SOURCE RECORDS:
BEGIN
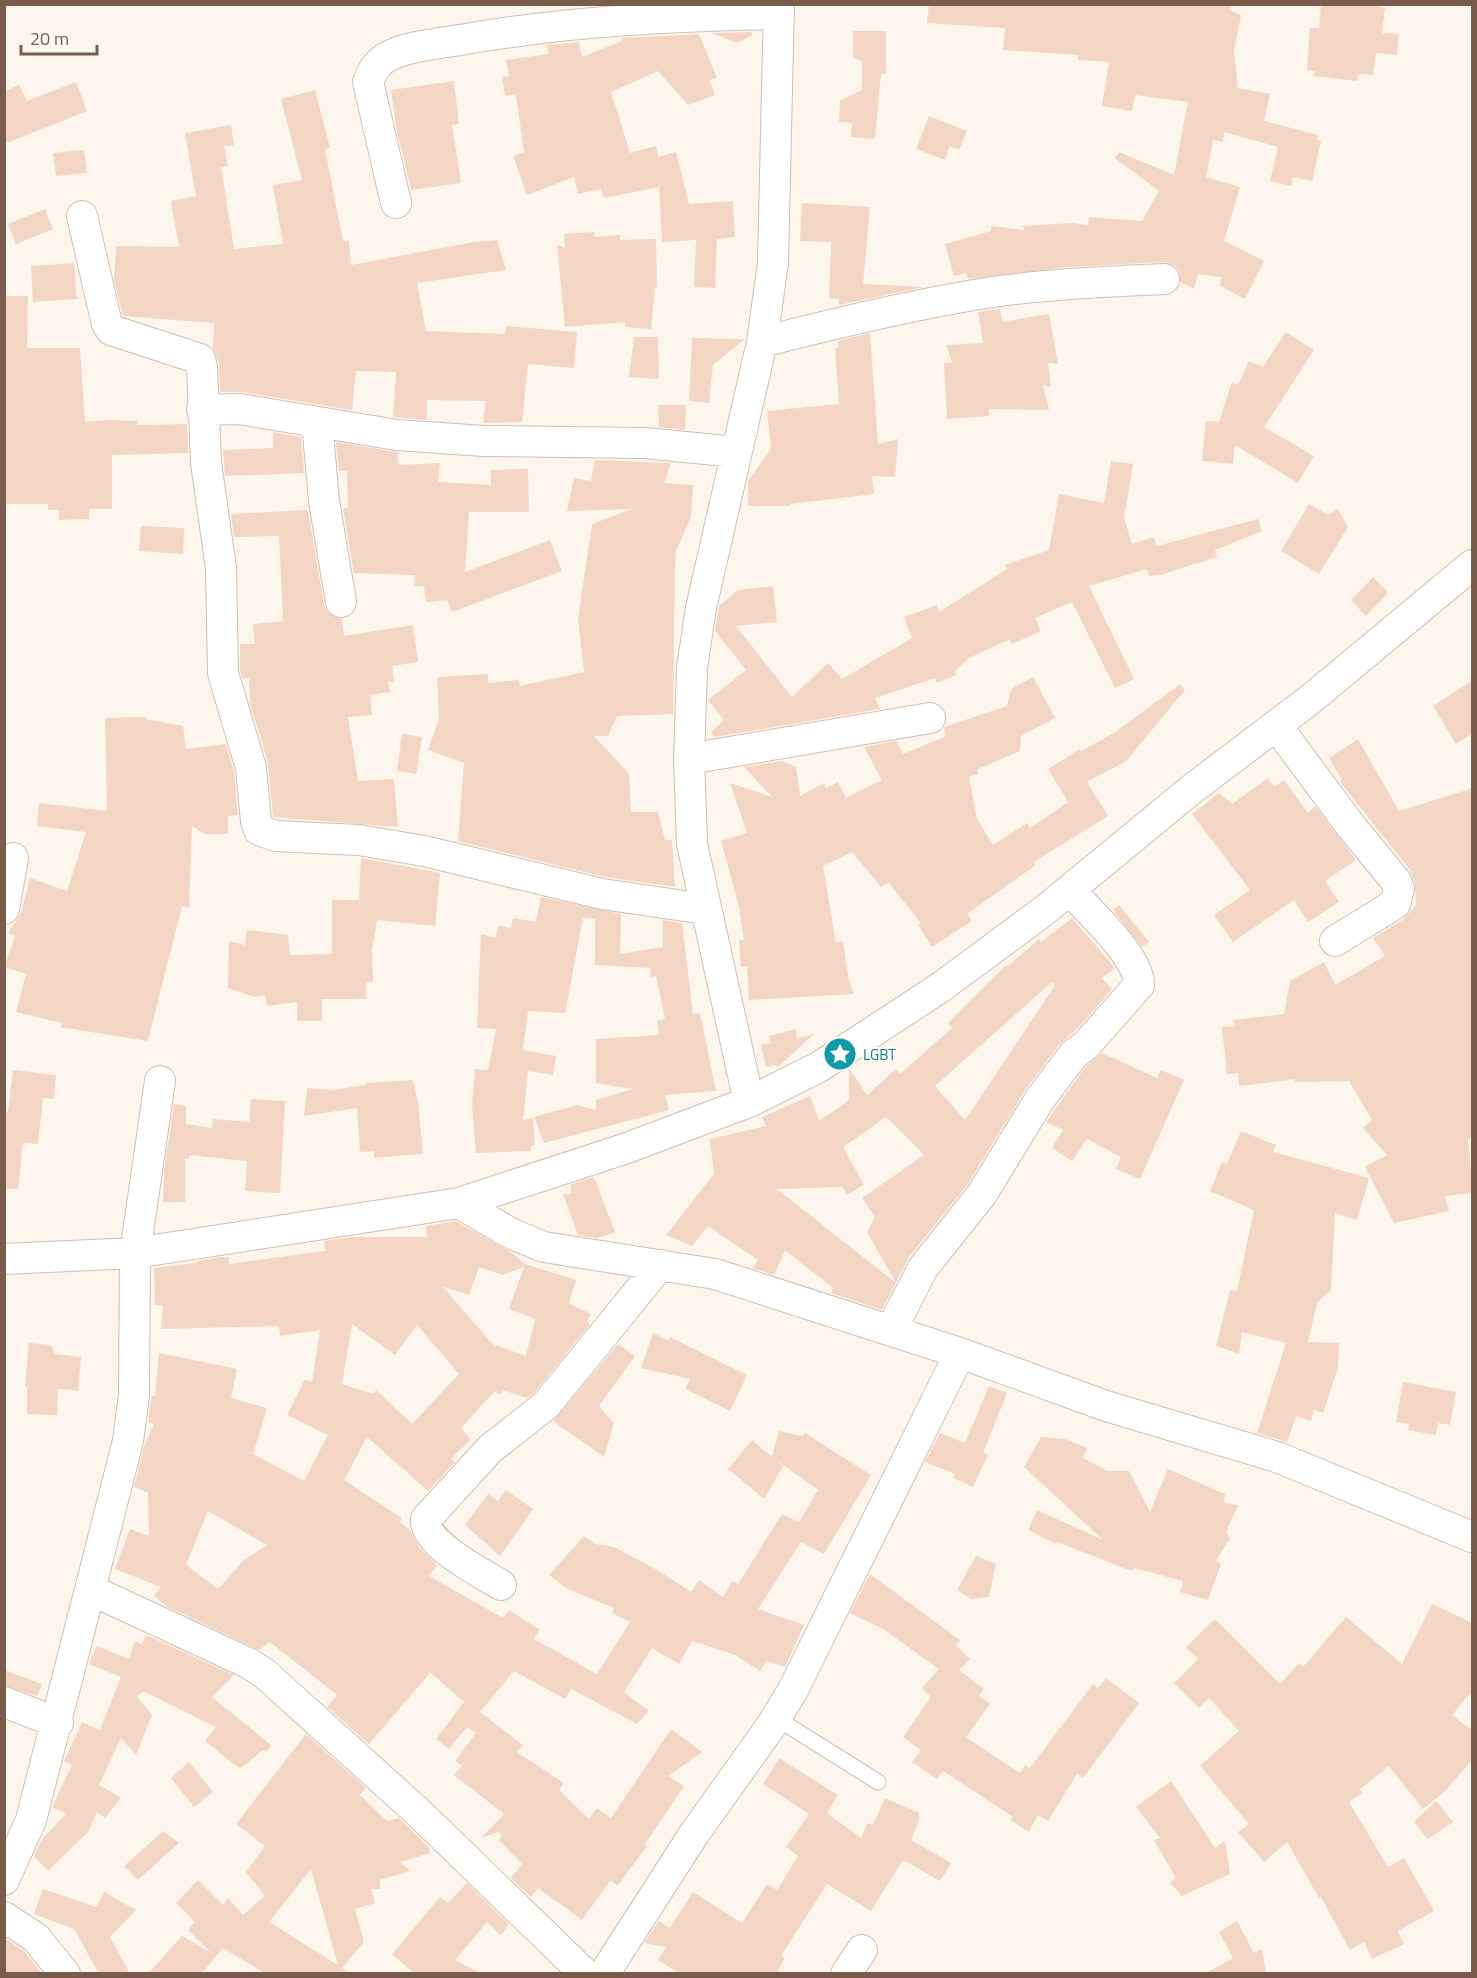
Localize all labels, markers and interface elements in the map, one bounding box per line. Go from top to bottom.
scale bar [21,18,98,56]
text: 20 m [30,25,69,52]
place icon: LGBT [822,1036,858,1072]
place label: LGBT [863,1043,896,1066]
END
BEGIN
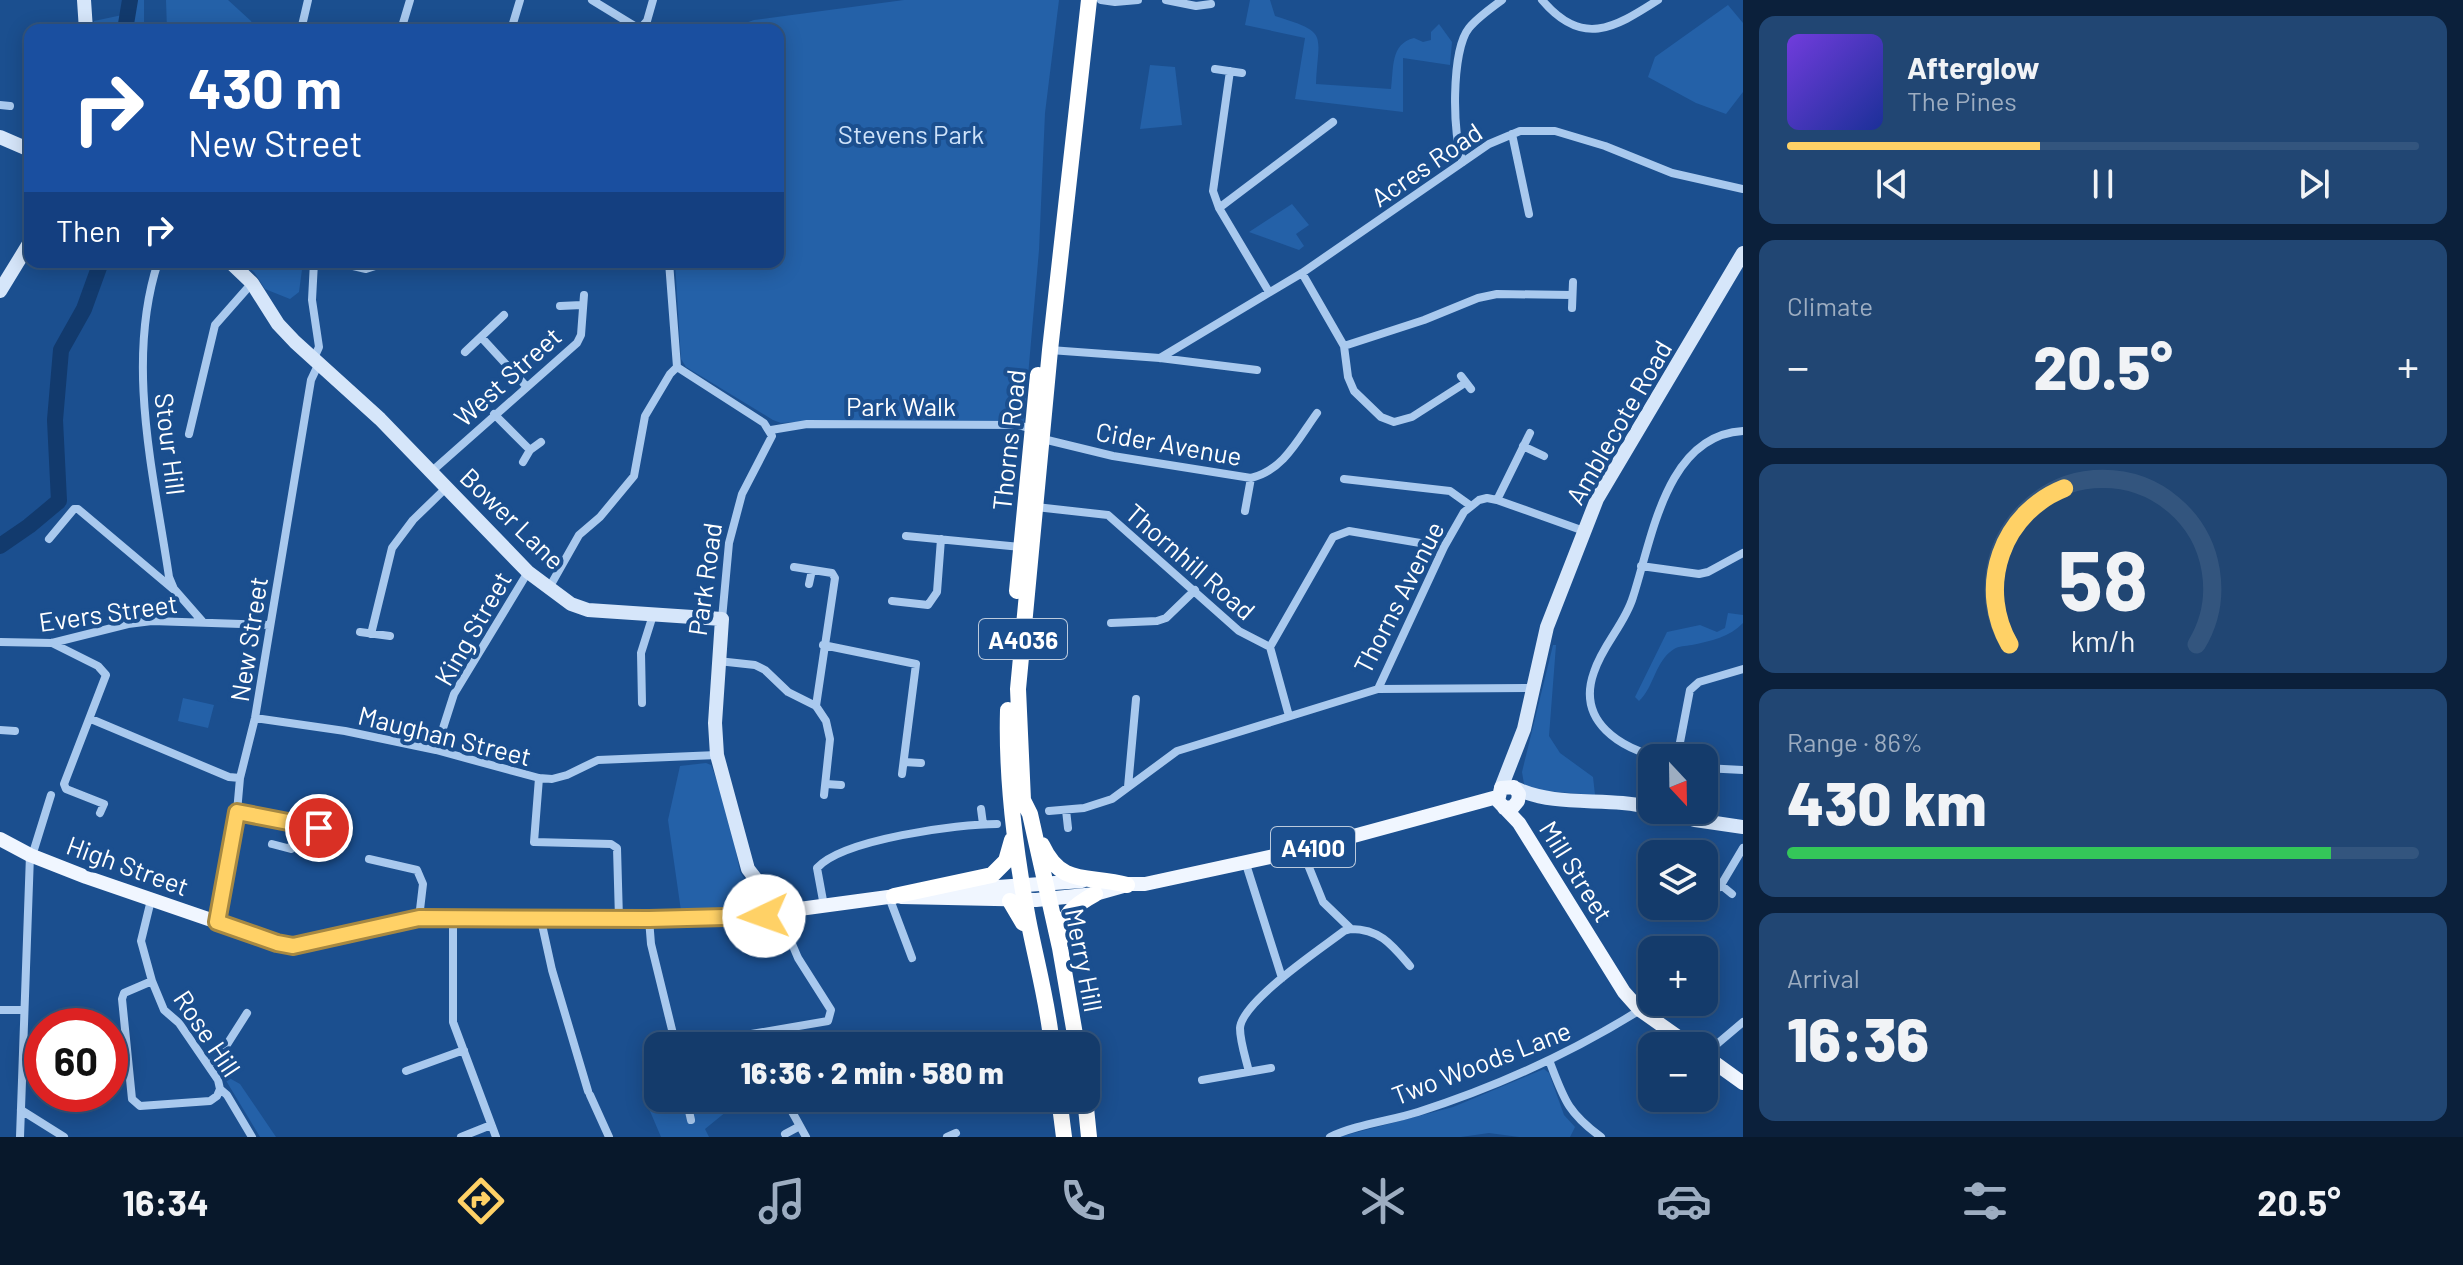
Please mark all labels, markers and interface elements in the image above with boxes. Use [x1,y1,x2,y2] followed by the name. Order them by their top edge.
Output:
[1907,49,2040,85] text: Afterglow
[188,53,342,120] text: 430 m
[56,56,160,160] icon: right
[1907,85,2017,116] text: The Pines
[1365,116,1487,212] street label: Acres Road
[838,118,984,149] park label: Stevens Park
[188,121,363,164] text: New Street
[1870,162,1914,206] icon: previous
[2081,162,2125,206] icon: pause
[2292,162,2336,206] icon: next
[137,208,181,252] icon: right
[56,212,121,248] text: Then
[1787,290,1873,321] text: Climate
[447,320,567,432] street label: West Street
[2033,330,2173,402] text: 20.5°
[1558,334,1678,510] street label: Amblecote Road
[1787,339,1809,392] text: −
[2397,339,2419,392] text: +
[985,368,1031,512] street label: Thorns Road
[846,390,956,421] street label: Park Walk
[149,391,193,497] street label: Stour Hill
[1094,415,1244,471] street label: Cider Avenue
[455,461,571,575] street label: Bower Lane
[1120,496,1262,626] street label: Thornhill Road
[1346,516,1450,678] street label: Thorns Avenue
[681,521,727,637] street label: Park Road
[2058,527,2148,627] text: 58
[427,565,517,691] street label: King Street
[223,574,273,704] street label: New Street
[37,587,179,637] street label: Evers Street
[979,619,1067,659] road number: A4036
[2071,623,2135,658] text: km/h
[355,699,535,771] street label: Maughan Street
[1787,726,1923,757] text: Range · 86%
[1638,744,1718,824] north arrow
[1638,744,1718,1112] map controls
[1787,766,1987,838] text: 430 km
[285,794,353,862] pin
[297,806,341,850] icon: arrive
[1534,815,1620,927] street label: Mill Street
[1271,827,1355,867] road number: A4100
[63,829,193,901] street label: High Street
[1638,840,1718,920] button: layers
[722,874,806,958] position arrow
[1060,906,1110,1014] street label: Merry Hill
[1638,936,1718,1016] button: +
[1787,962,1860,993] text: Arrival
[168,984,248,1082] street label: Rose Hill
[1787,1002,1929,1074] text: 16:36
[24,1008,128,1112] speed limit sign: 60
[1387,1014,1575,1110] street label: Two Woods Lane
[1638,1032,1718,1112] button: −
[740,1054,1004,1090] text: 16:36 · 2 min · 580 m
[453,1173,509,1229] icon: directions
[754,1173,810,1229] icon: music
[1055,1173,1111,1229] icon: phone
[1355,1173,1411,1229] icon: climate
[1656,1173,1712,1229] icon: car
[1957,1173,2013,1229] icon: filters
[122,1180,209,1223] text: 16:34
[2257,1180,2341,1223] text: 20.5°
END
BEGIN
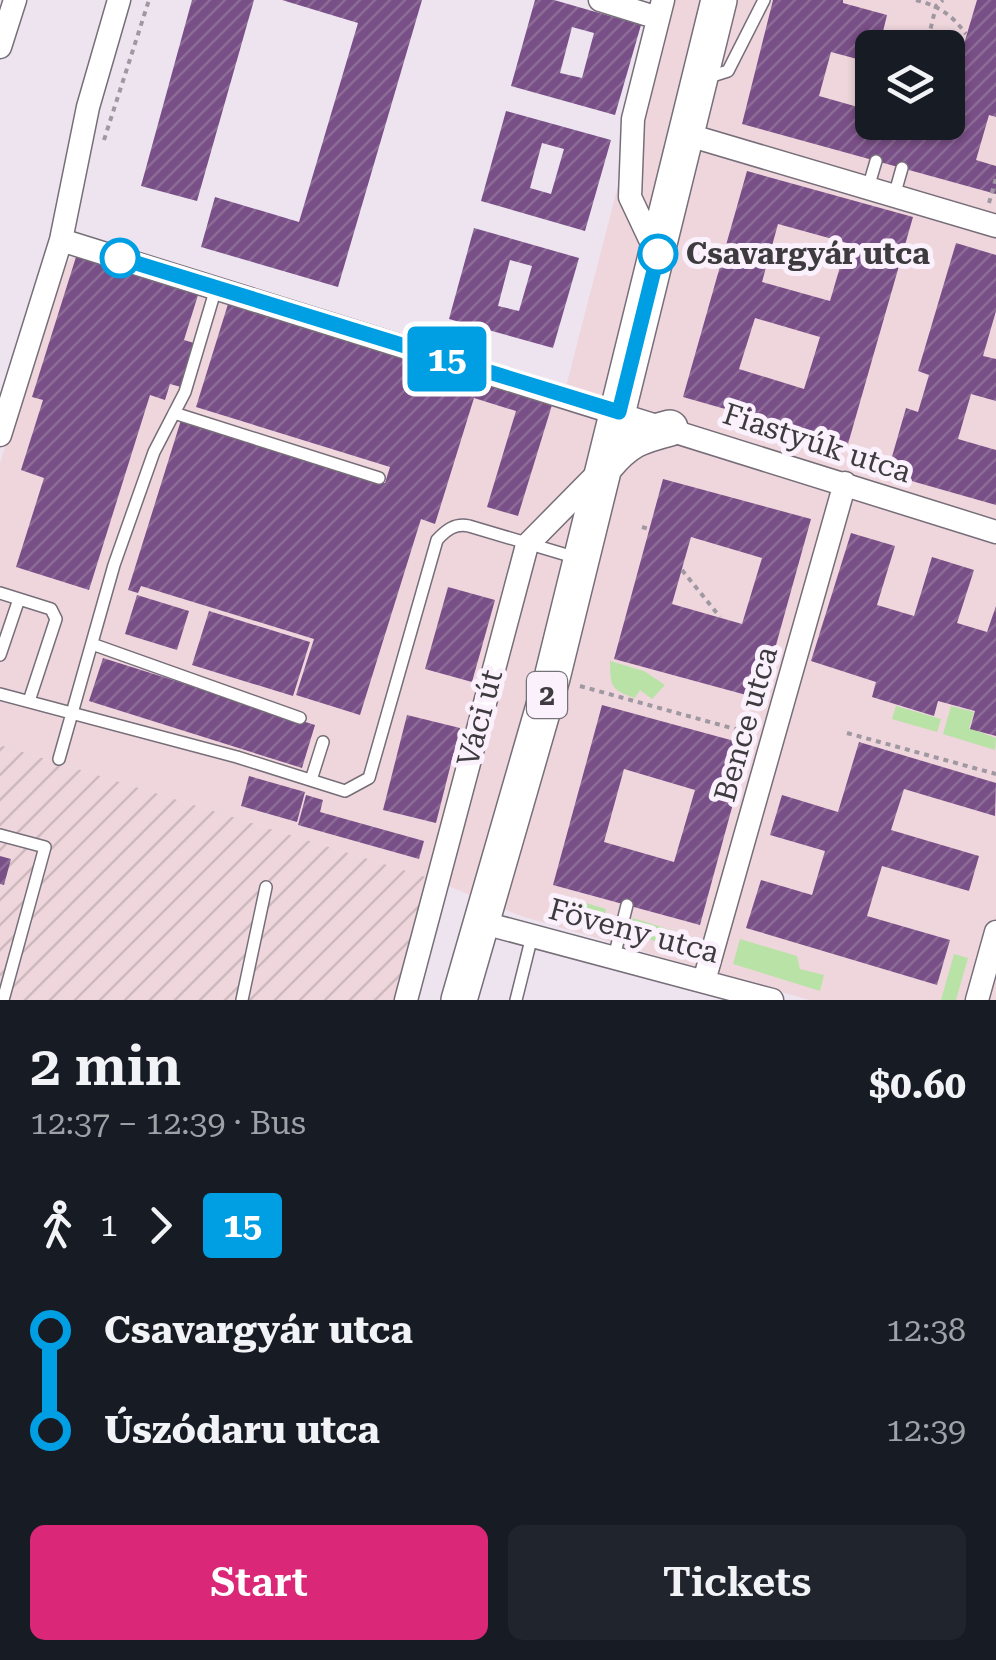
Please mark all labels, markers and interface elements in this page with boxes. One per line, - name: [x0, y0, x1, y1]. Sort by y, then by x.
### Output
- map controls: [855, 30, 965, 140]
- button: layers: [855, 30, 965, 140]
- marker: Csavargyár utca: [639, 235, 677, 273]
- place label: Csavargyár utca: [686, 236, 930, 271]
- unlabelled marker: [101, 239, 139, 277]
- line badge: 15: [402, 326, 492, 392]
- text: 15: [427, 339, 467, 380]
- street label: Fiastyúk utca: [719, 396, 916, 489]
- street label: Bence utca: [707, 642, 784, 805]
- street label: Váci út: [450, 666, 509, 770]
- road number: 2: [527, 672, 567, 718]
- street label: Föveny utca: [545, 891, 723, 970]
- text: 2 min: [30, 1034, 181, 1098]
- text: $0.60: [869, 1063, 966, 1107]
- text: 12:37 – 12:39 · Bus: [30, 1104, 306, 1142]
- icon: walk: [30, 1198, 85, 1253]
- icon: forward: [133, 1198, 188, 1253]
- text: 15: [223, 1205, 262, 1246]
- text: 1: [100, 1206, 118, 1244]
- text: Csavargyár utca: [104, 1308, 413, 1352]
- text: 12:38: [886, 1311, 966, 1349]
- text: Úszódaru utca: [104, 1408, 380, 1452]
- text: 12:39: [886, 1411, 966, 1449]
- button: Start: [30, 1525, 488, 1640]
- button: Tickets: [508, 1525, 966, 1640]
END
WHAT IS BEING ASKED: Each line of the entries holding the string "Please" should be found and copied.

ANSWER FOR THIS EXERCISE:
Please mark all labels, markers and interface elements in the image above with boxes. Use [x1,y1,x2,y2] followed by the name. Order them by their top edge.
Please mark all labels, markers and interface elements in this page with boxes. One per line, - name: [x0, y0, x1, y1]. Sort by y, then by x.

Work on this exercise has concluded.